**What to produce**
Print all entries word for word.

Dataset items:
[Start of Attachment]

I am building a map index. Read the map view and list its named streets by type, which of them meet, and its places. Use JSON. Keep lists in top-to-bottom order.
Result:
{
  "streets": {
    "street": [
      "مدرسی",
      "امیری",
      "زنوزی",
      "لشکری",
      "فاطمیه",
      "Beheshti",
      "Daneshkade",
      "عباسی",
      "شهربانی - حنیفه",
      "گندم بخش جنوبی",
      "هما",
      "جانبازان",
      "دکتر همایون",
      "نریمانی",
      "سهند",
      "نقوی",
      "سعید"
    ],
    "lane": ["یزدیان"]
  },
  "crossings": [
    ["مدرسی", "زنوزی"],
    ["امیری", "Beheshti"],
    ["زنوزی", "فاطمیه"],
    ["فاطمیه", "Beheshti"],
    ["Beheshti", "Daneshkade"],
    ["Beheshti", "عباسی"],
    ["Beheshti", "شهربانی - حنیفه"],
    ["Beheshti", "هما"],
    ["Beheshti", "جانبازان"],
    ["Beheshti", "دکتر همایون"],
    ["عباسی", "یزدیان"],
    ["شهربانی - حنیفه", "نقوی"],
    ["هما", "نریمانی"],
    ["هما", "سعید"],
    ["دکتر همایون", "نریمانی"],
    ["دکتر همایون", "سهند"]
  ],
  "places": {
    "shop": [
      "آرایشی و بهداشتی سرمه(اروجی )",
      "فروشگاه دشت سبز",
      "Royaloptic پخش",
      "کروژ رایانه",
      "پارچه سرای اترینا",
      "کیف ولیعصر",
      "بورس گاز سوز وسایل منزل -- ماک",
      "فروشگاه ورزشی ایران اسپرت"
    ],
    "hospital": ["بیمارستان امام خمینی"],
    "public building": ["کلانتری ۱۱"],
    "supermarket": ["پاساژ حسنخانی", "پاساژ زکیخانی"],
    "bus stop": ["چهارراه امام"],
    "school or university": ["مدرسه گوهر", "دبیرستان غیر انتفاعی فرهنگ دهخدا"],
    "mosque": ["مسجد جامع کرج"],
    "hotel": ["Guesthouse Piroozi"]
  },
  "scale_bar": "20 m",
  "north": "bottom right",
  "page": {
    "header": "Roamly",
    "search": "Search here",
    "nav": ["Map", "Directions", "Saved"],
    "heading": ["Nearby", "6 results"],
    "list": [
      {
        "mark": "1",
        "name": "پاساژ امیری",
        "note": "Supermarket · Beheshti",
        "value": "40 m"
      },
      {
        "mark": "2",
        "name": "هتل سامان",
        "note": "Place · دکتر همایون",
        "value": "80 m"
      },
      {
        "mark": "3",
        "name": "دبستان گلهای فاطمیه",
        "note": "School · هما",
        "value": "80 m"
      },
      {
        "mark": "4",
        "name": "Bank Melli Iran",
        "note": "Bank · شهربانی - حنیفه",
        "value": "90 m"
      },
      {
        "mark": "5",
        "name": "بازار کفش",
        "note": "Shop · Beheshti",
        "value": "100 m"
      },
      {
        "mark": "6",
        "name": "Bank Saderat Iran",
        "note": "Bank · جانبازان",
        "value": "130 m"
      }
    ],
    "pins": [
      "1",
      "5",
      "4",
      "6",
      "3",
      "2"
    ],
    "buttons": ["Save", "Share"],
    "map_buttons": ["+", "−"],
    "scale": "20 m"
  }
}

[End of Attachment]

**Your response**
I am building a map index. Read the map view and list its named streets by type, which of them meet, and its places. Use JSON. Keep lists in top-to-bottom order.
Result:
{
  "streets": {
    "street": [
      "مدرسی",
      "امیری",
      "زنوزی",
      "لشکری",
      "فاطمیه",
      "Beheshti",
      "Daneshkade",
      "عباسی",
      "شهربانی - حنیفه",
      "گندم بخش جنوبی",
      "هما",
      "جانبازان",
      "دکتر همایون",
      "نریمانی",
      "سهند",
      "نقوی",
      "سعید"
    ],
    "lane": ["یزدیان"]
  },
  "crossings": [
    ["مدرسی", "زنوزی"],
    ["امیری", "Beheshti"],
    ["زنوزی", "فاطمیه"],
    ["فاطمیه", "Beheshti"],
    ["Beheshti", "Daneshkade"],
    ["Beheshti", "عباسی"],
    ["Beheshti", "شهربانی - حنیفه"],
    ["Beheshti", "هما"],
    ["Beheshti", "جانبازان"],
    ["Beheshti", "دکتر همایون"],
    ["عباسی", "یزدیان"],
    ["شهربانی - حنیفه", "نقوی"],
    ["هما", "نریمانی"],
    ["هما", "سعید"],
    ["دکتر همایون", "نریمانی"],
    ["دکتر همایون", "سهند"]
  ],
  "places": {
    "shop": [
      "آرایشی و بهداشتی سرمه(اروجی )",
      "فروشگاه دشت سبز",
      "Royaloptic پخش",
      "کروژ رایانه",
      "پارچه سرای اترینا",
      "کیف ولیعصر",
      "بورس گاز سوز وسایل منزل -- ماک",
      "فروشگاه ورزشی ایران اسپرت"
    ],
    "hospital": ["بیمارستان امام خمینی"],
    "public building": ["کلانتری ۱۱"],
    "supermarket": ["پاساژ حسنخانی", "پاساژ زکیخانی"],
    "bus stop": ["چهارراه امام"],
    "school or university": ["مدرسه گوهر", "دبیرستان غیر انتفاعی فرهنگ دهخدا"],
    "mosque": ["مسجد جامع کرج"],
    "hotel": ["Guesthouse Piroozi"]
  },
  "scale_bar": "20 m",
  "north": "bottom right",
  "page": {
    "header": "Roamly",
    "search": "Search here",
    "nav": ["Map", "Directions", "Saved"],
    "heading": ["Nearby", "6 results"],
    "list": [
      {
        "mark": "1",
        "name": "پاساژ امیری",
        "note": "Supermarket · Beheshti",
        "value": "40 m"
      },
      {
        "mark": "2",
        "name": "هتل سامان",
        "note": "Place · دکتر همایون",
        "value": "80 m"
      },
      {
        "mark": "3",
        "name": "دبستان گلهای فاطمیه",
        "note": "School · هما",
        "value": "80 m"
      },
      {
        "mark": "4",
        "name": "Bank Melli Iran",
        "note": "Bank · شهربانی - حنیفه",
        "value": "90 m"
      },
      {
        "mark": "5",
        "name": "بازار کفش",
        "note": "Shop · Beheshti",
        "value": "100 m"
      },
      {
        "mark": "6",
        "name": "Bank Saderat Iran",
        "note": "Bank · جانبازان",
        "value": "130 m"
      }
    ],
    "pins": [
      "1",
      "5",
      "4",
      "6",
      "3",
      "2"
    ],
    "buttons": ["Save", "Share"],
    "map_buttons": ["+", "−"],
    "scale": "20 m"
  }
}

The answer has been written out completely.